-- Opening Marker --

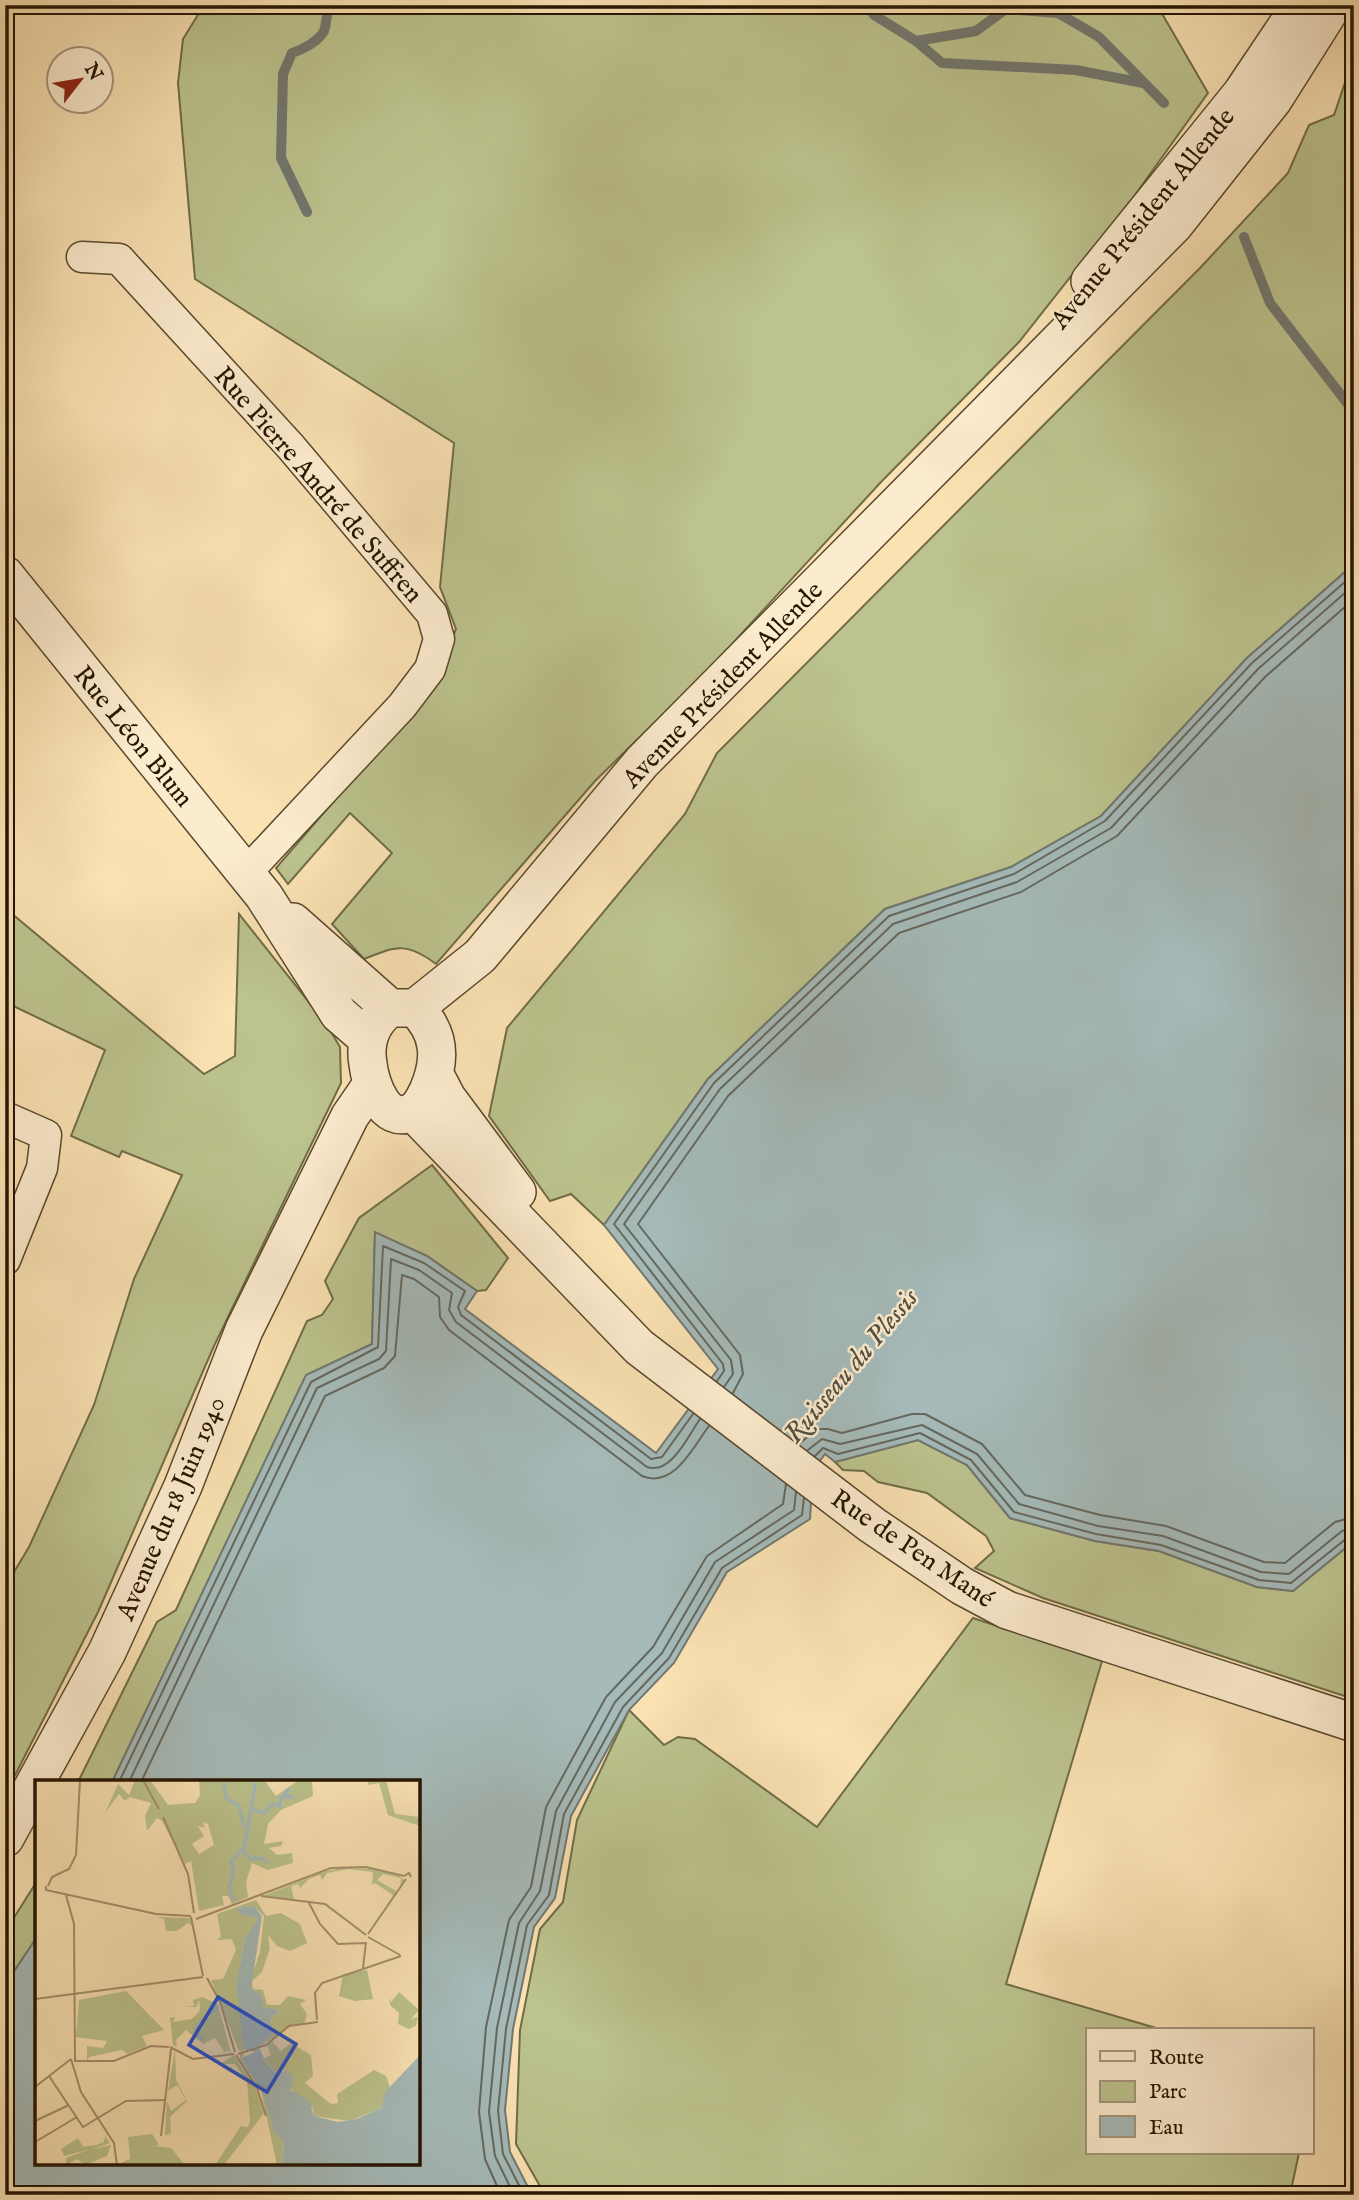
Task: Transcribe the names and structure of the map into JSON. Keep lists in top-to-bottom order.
{
  "streets": {
    "street": [
      "Avenue Président Allende",
      "Rue Pierre André de Suffren",
      "Rue Léon Blum",
      "Avenue du 18 Juin 1940",
      "Rue de Pen Mané"
    ]
  },
  "crossings": [
    ["Avenue Président Allende", "Rue Léon Blum"],
    ["Avenue Président Allende", "Avenue du 18 Juin 1940"],
    ["Avenue Président Allende", "Rue de Pen Mané"],
    ["Rue Pierre André de Suffren", "Rue Léon Blum"],
    ["Rue Léon Blum", "Avenue du 18 Juin 1940"],
    ["Rue Léon Blum", "Rue de Pen Mané"],
    ["Avenue du 18 Juin 1940", "Rue de Pen Mané"]
  ],
  "water": ["Ruisseau du Plessis"],
  "legend": ["Route", "Parc", "Eau"],
  "north": "top right"
}
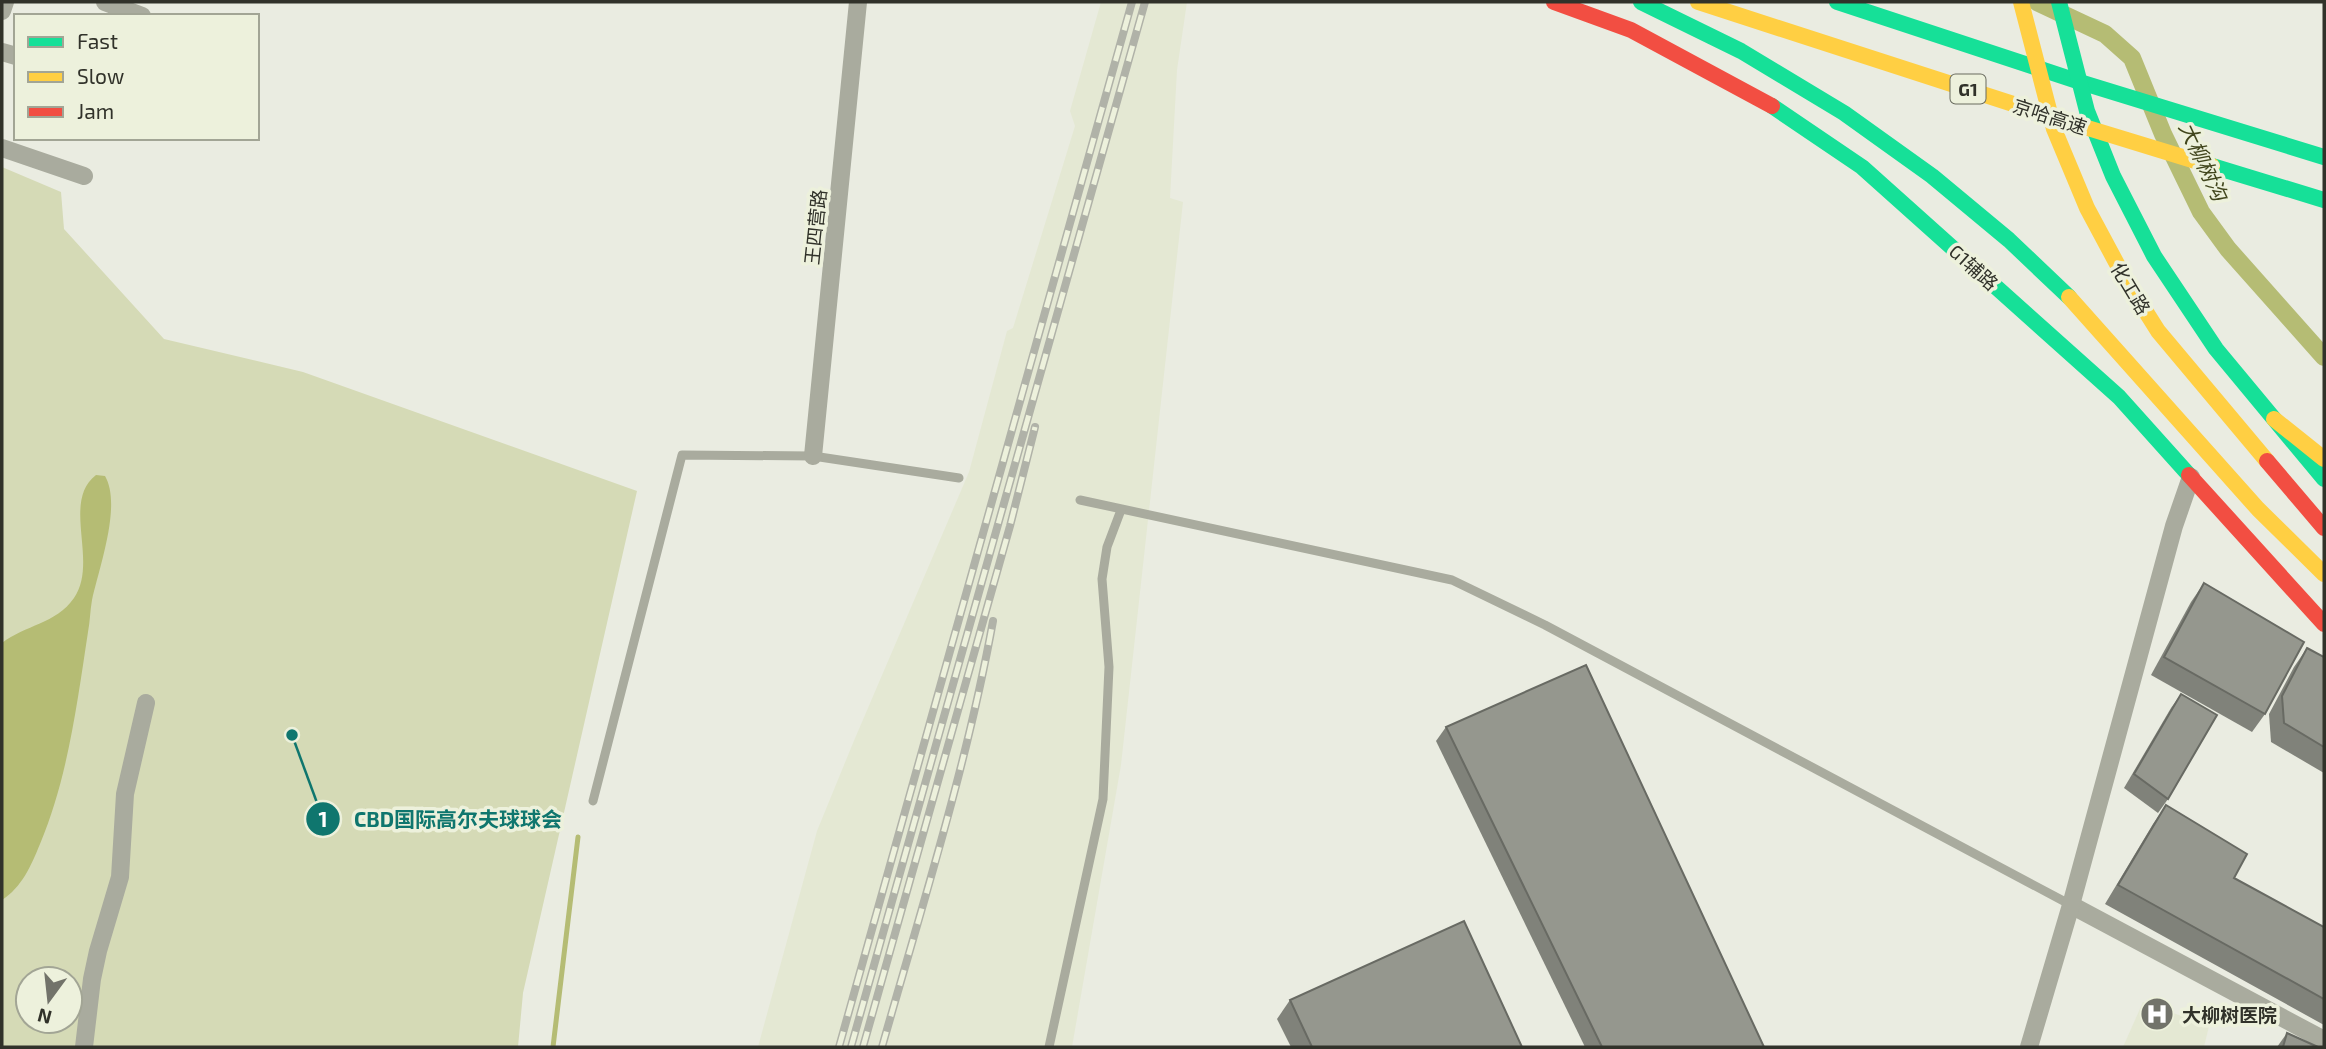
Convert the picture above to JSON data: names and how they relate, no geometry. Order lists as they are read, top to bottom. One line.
{"streets":{"main road":["G1","京哈高速","G1辅路","化工路"],"street":["王四营路"]},"water":["大柳树沟"],"places":{"other":["CBD国际高尔夫球球会"],"hospital":["大柳树医院"]},"legend":["Fast","Slow","Jam"],"north":"bottom"}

-- Closing Marker --

◆ **TASK TO CARRY OUT**
Reproduce every line of the material precisely, omitting its pictures.

◆ **TASK ANSWER**
Task: Transcribe the names and structure of the map into JSON. Keep lists in top-to-bottom order.
{
  "streets": {
    "street": [
      "Avenue Président Allende",
      "Rue Pierre André de Suffren",
      "Rue Léon Blum",
      "Avenue du 18 Juin 1940",
      "Rue de Pen Mané"
    ]
  },
  "crossings": [
    ["Avenue Président Allende", "Rue Léon Blum"],
    ["Avenue Président Allende", "Avenue du 18 Juin 1940"],
    ["Avenue Président Allende", "Rue de Pen Mané"],
    ["Rue Pierre André de Suffren", "Rue Léon Blum"],
    ["Rue Léon Blum", "Avenue du 18 Juin 1940"],
    ["Rue Léon Blum", "Rue de Pen Mané"],
    ["Avenue du 18 Juin 1940", "Rue de Pen Mané"]
  ],
  "water": ["Ruisseau du Plessis"],
  "legend": ["Route", "Parc", "Eau"],
  "north": "top right"
}
Convert the picture above to JSON data: names and how they relate, no geometry. Order lists as they are read, top to bottom. One line.
{"streets":{"main road":["G1","京哈高速","G1辅路","化工路"],"street":["王四营路"]},"water":["大柳树沟"],"places":{"other":["CBD国际高尔夫球球会"],"hospital":["大柳树医院"]},"legend":["Fast","Slow","Jam"],"north":"bottom"}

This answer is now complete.